Instructions for the task - Report every line of the entries that contains the word "speed".

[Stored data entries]
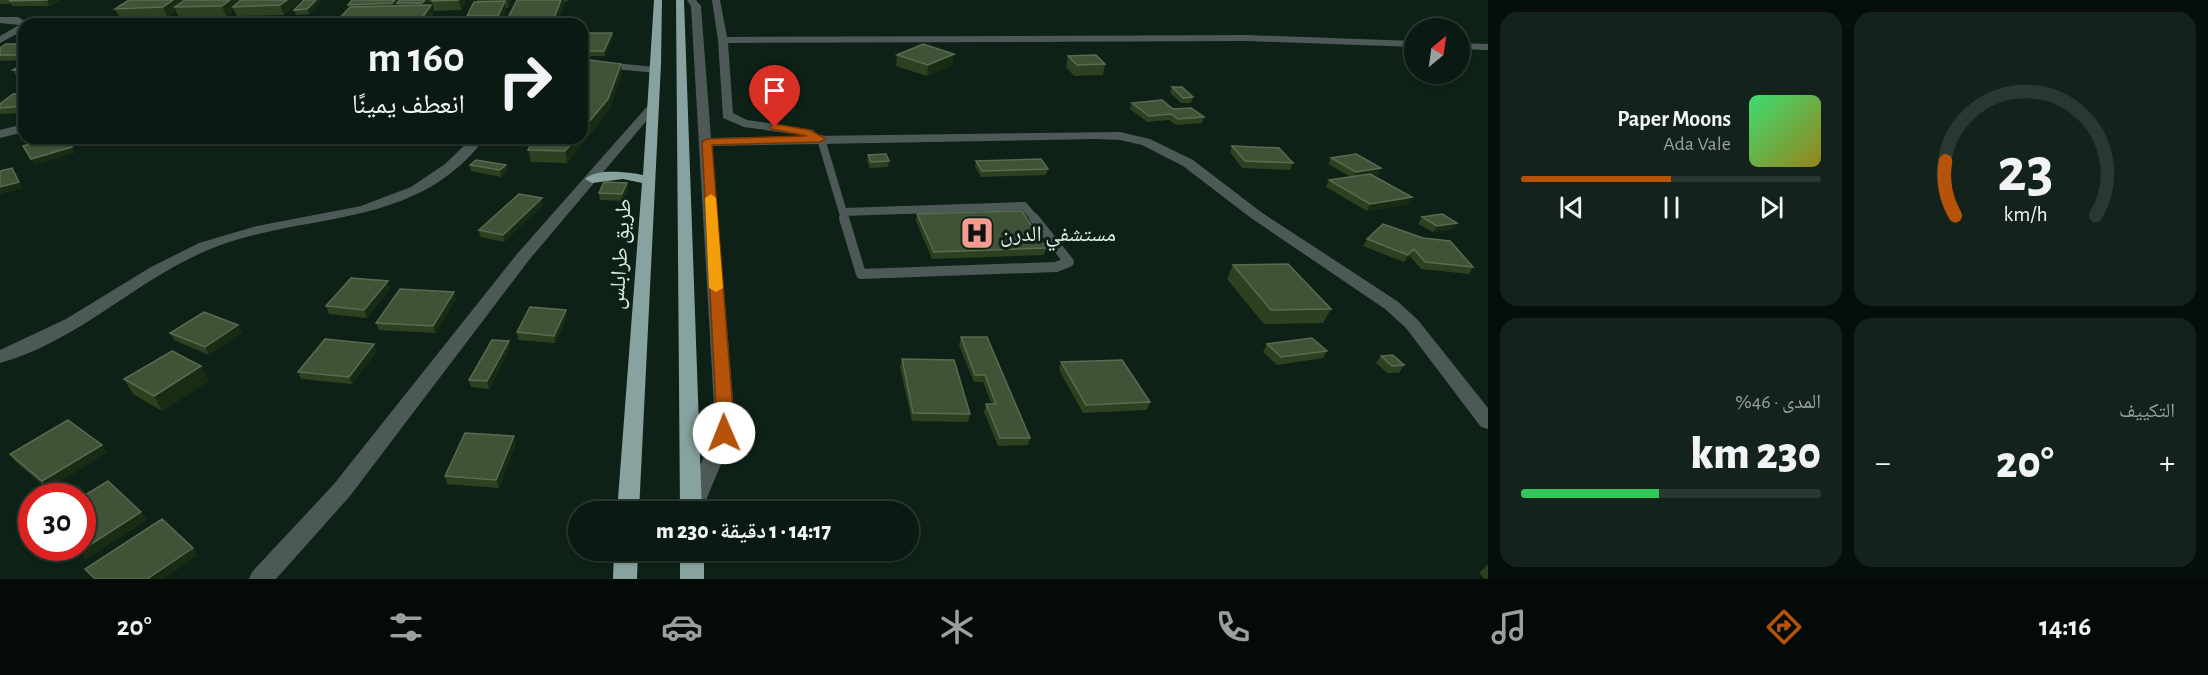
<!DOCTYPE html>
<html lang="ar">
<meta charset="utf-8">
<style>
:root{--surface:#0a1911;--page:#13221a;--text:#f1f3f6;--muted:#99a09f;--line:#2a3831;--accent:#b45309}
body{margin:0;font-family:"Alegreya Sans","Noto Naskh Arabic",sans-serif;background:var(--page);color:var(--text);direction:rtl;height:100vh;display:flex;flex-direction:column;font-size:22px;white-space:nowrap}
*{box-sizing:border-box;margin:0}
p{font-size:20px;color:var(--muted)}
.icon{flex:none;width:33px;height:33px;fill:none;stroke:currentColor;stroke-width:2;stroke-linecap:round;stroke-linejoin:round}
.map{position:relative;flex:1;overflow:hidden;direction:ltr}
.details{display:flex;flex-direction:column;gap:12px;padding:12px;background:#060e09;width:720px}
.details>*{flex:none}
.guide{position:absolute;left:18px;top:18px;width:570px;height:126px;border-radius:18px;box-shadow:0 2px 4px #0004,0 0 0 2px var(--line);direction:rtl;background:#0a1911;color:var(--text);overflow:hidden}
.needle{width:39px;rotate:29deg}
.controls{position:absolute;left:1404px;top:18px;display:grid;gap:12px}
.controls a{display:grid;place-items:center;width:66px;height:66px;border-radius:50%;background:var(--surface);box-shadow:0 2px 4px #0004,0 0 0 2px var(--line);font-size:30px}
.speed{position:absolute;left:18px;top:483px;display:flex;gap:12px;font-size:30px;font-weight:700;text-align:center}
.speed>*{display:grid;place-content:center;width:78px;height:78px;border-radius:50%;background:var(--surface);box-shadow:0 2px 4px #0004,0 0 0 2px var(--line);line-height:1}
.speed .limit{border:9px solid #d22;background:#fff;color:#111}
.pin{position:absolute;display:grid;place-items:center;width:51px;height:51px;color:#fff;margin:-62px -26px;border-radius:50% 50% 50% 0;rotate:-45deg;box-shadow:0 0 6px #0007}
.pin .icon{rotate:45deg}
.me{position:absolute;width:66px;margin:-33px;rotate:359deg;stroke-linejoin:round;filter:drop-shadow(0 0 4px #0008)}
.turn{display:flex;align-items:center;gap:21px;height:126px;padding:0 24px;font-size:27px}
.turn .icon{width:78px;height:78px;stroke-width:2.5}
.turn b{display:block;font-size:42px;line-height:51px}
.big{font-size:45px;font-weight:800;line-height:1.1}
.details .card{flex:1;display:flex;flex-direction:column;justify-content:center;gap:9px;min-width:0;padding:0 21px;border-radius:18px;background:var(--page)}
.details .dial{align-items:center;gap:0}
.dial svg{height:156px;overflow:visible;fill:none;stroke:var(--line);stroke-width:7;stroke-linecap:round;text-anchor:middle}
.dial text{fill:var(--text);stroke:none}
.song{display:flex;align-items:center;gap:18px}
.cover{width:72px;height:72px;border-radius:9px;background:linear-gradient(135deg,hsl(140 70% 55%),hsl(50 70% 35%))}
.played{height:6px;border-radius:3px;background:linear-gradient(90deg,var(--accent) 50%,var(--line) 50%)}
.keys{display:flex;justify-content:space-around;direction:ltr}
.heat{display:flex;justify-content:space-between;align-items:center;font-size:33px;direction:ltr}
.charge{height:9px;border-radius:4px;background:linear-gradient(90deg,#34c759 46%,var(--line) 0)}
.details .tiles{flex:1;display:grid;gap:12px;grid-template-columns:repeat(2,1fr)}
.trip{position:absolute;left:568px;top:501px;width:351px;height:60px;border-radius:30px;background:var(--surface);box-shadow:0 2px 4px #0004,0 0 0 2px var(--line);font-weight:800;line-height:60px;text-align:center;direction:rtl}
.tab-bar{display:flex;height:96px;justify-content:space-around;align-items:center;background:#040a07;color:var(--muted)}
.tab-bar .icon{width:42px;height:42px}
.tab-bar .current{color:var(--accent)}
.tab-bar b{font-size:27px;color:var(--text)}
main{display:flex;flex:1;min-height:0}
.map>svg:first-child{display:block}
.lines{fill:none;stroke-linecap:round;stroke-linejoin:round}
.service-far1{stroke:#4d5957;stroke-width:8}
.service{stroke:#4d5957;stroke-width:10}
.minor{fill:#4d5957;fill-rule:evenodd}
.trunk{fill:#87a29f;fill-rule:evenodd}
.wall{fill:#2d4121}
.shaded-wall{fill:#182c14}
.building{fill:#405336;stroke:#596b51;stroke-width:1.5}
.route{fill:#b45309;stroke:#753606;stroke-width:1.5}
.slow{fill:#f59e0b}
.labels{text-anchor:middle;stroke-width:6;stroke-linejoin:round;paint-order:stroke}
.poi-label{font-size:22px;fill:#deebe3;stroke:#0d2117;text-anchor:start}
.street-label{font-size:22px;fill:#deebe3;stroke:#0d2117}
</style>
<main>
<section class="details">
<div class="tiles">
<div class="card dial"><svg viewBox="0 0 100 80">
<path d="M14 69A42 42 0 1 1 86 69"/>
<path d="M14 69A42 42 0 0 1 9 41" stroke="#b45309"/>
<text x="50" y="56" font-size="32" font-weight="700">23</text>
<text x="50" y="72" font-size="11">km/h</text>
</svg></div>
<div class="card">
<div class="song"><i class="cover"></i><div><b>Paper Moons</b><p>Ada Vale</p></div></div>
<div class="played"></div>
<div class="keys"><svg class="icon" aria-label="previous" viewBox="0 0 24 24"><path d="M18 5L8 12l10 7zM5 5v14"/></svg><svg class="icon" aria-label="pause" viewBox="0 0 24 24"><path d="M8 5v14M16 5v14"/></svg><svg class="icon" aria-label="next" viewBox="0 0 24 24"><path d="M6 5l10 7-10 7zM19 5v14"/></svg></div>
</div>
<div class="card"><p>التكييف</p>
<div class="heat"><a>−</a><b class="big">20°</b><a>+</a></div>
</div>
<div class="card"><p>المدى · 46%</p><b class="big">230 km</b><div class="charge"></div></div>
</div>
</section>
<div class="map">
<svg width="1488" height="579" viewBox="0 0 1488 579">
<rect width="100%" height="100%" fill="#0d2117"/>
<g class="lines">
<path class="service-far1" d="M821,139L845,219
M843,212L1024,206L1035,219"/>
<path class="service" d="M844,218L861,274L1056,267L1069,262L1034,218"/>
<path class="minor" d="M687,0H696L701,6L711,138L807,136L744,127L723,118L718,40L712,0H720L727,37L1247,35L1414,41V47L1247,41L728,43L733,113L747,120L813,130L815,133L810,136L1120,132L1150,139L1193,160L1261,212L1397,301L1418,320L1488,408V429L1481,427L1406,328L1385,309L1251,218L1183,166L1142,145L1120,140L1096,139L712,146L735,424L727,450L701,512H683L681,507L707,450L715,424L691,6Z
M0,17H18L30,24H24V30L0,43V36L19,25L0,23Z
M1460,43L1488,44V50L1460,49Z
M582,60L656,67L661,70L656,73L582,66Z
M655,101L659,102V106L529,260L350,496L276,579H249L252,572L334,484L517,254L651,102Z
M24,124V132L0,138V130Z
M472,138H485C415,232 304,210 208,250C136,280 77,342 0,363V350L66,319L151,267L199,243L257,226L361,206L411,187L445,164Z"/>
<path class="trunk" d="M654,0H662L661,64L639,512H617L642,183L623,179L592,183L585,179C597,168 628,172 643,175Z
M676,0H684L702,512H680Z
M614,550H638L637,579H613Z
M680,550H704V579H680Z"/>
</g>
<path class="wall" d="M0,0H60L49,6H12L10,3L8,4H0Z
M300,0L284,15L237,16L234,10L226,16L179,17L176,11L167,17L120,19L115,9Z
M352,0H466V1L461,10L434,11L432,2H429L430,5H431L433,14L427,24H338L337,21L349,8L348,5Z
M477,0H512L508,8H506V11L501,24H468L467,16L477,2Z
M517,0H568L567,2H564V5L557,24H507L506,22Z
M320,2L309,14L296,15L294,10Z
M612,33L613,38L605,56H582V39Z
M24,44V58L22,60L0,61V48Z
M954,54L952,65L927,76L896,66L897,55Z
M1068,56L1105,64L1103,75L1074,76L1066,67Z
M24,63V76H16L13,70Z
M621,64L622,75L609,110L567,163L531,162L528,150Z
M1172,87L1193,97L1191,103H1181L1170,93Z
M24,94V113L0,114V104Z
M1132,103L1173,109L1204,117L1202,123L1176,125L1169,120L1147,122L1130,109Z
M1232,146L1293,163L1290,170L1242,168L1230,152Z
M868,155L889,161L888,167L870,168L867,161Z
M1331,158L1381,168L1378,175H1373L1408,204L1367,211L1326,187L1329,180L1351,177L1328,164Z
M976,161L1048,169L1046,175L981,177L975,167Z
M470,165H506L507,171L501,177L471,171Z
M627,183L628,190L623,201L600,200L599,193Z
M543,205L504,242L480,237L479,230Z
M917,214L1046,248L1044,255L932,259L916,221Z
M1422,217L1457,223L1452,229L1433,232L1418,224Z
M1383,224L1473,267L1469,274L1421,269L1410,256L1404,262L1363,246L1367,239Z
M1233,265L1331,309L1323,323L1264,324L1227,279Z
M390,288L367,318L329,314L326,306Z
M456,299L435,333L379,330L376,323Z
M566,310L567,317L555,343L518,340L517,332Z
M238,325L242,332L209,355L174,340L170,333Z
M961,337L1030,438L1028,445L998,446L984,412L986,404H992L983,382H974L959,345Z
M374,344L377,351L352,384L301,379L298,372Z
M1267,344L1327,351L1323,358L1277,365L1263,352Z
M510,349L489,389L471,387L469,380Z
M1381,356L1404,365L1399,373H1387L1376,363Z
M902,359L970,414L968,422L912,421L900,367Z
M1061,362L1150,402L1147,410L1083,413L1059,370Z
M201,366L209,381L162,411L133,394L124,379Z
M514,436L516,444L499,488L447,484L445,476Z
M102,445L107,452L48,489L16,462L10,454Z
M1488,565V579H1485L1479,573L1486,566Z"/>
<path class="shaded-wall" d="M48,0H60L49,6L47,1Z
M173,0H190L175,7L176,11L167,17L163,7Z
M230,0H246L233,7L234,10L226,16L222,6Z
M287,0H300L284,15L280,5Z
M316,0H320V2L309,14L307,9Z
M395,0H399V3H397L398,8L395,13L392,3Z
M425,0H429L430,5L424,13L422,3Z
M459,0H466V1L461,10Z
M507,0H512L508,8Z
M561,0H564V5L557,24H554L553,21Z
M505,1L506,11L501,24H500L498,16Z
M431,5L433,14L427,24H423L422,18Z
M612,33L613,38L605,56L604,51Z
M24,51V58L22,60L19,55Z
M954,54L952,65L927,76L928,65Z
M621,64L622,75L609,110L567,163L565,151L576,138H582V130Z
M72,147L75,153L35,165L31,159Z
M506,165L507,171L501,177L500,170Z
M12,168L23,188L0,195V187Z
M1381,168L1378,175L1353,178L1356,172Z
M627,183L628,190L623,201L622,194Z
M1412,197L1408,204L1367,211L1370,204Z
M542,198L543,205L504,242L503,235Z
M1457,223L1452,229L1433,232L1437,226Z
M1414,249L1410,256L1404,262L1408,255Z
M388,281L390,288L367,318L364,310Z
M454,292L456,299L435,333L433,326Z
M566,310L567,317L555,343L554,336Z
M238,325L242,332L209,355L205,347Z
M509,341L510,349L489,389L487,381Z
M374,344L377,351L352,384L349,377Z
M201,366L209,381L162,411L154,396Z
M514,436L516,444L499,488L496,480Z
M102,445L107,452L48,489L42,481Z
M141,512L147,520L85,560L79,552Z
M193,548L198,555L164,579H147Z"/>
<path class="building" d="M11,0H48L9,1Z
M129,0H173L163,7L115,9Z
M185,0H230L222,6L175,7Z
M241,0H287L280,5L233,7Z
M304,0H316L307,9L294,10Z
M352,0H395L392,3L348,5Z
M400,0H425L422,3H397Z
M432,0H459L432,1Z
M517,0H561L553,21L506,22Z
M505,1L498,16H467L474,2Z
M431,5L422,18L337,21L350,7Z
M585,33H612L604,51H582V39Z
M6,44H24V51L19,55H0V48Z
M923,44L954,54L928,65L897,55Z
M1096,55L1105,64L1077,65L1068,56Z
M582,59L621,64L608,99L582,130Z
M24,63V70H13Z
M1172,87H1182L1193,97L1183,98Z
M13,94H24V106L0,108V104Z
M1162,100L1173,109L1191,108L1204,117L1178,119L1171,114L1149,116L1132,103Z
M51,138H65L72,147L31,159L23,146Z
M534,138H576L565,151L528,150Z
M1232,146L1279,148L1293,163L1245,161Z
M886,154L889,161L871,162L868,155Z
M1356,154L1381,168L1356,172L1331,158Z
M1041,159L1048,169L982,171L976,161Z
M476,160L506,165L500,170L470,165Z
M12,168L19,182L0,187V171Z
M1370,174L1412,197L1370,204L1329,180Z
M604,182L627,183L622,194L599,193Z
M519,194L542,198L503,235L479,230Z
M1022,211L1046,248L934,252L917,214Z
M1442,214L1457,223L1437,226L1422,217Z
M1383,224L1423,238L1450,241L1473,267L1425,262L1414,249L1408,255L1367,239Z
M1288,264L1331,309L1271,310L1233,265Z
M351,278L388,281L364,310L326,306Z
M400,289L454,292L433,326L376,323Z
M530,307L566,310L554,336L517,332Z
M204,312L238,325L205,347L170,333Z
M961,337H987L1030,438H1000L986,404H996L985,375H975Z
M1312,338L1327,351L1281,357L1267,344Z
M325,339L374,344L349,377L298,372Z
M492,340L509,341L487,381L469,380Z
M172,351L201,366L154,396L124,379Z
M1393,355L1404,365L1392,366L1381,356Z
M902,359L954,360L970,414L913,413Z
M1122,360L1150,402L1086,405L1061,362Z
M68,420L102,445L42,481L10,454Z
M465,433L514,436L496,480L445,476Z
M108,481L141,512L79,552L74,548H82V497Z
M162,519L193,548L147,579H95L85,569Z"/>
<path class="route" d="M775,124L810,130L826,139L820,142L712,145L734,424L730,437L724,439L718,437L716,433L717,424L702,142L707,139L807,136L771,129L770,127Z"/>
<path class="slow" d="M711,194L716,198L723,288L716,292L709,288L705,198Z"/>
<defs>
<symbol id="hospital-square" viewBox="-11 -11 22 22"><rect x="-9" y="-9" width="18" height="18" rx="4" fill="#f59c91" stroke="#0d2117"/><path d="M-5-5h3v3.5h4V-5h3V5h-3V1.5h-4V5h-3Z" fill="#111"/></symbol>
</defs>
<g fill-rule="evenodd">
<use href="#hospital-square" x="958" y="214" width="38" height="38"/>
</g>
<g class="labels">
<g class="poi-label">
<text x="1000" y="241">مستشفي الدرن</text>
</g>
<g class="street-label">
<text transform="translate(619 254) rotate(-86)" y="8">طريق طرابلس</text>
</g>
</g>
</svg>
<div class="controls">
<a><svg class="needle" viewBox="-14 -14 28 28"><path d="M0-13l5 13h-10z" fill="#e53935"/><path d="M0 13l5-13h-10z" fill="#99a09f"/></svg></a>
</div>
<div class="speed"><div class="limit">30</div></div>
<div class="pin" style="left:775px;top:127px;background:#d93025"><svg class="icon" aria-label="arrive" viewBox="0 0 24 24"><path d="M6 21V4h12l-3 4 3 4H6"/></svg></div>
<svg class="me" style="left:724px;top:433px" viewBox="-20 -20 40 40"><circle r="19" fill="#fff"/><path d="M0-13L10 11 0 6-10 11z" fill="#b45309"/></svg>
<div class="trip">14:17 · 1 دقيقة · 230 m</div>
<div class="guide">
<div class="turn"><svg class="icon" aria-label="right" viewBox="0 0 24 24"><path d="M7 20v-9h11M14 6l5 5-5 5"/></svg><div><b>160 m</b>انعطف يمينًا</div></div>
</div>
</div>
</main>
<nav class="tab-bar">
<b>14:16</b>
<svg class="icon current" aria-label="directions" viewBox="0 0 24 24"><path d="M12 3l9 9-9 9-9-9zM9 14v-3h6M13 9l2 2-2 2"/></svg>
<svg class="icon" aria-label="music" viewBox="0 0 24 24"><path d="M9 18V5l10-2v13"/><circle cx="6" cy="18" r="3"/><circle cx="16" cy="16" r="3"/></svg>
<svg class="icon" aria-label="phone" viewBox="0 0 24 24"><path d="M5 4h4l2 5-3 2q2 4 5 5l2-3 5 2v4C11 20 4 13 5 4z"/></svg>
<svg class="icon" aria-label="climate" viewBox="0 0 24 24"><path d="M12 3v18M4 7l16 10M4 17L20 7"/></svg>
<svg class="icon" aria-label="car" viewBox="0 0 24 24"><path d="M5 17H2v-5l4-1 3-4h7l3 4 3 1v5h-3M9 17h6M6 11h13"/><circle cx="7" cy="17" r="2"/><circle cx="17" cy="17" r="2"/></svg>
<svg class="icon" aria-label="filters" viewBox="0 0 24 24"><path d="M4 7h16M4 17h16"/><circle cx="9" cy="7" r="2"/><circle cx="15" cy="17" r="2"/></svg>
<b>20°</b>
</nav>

Result for this exercise -
.speed{position:absolute;left:18px;top:483px;display:flex;gap:12px;font-size:30px;font-weight:700;text-align:center}
.speed>*{display:grid;place-content:center;width:78px;height:78px;border-radius:50%;background:var(--surface);box-shadow:0 2px 4px #0004,0 0 0 2px var(--line);line-height:1}
.speed .limit{border:9px solid #d22;background:#fff;color:#111}
<div class="speed"><div class="limit">30</div></div>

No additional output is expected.